=== Section Start ===

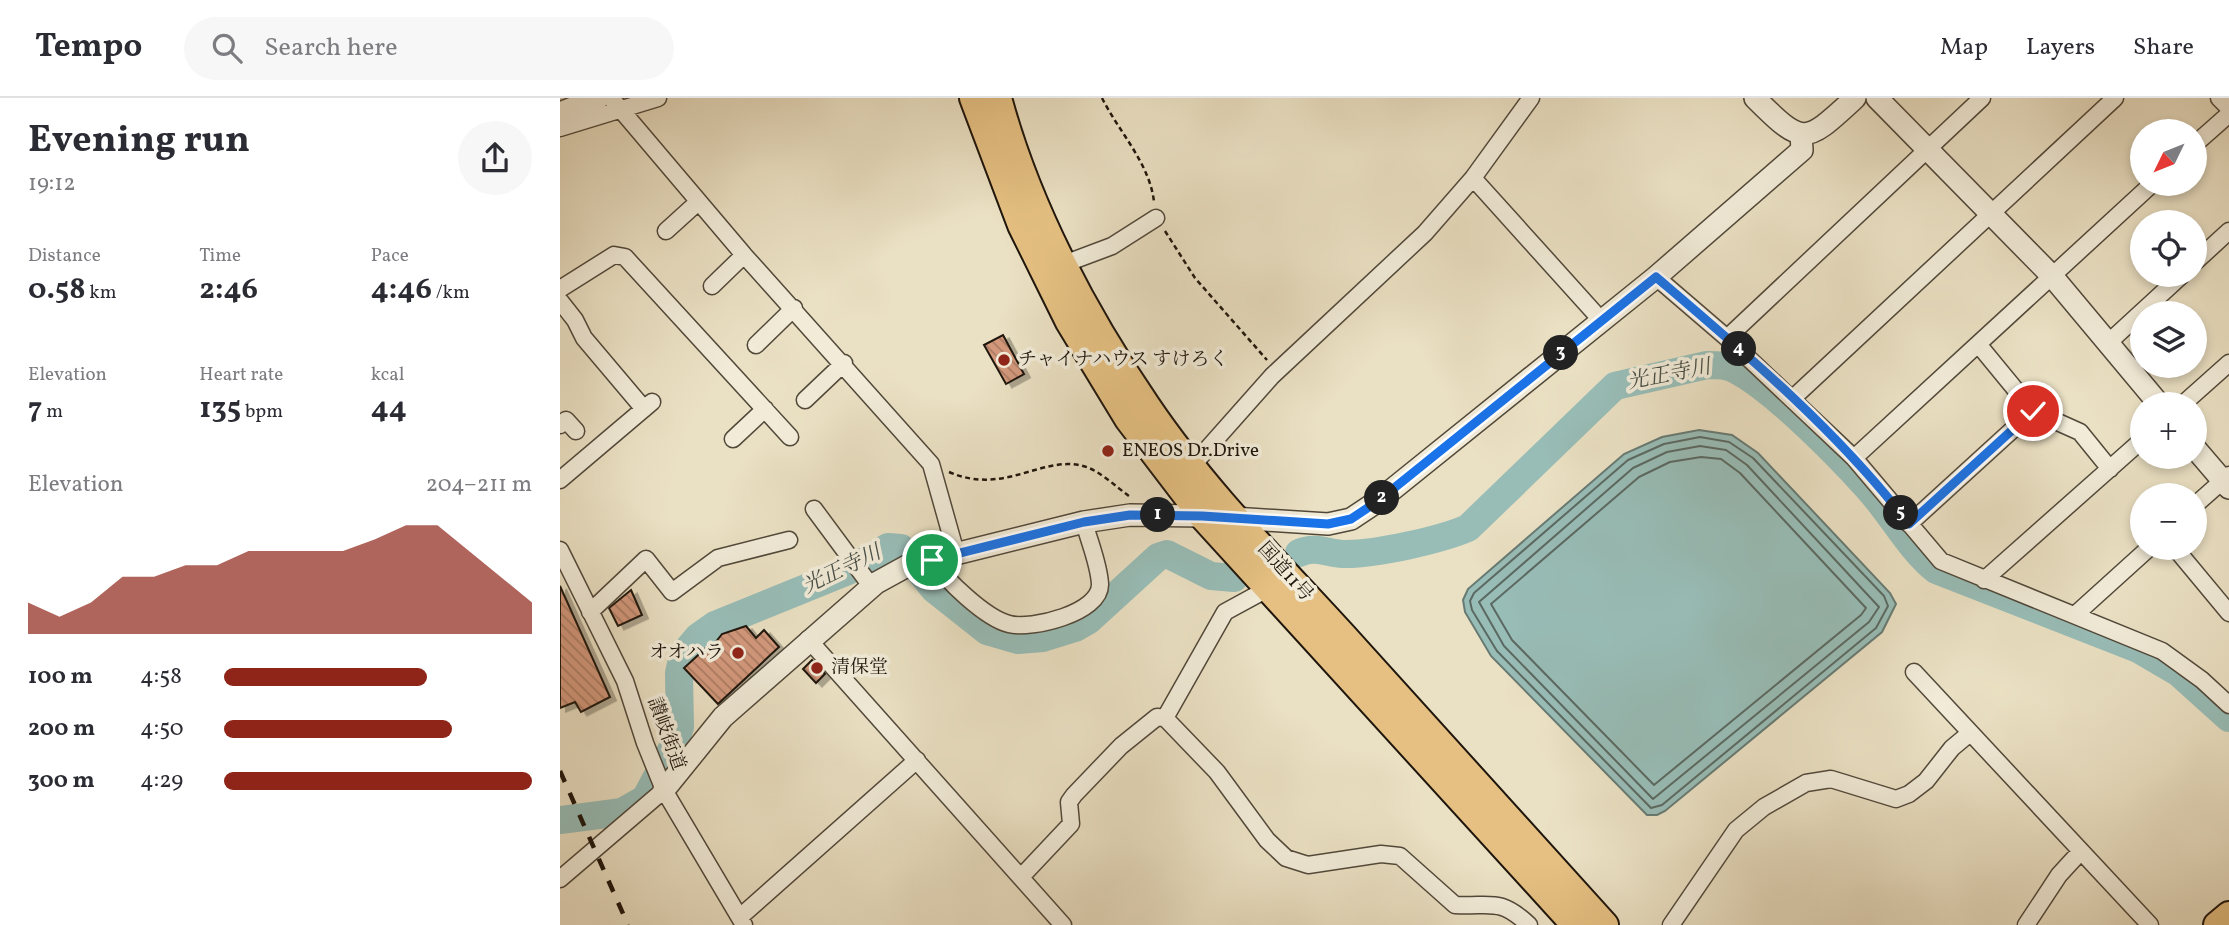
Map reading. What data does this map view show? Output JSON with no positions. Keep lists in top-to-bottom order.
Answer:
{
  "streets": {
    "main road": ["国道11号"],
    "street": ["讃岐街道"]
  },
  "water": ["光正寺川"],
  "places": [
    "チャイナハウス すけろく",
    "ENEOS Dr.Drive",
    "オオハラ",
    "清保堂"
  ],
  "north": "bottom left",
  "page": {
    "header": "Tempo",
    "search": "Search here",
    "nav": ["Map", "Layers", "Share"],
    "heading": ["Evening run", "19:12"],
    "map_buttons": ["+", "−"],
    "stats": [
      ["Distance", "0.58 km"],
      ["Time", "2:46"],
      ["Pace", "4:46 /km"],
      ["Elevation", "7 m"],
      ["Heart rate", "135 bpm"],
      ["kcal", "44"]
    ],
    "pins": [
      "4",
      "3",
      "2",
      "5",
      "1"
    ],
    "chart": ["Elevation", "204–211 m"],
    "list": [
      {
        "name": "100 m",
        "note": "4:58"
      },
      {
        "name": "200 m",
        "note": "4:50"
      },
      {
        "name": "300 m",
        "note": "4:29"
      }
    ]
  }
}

=== Section End ===

- **TO DO**: Find every line above that contains the word "Elevation", and return each one.

- **ANSWER TO THE PROBLEM**:
      ["Elevation", "7 m"],
    "chart": ["Elevation", "204–211 m"],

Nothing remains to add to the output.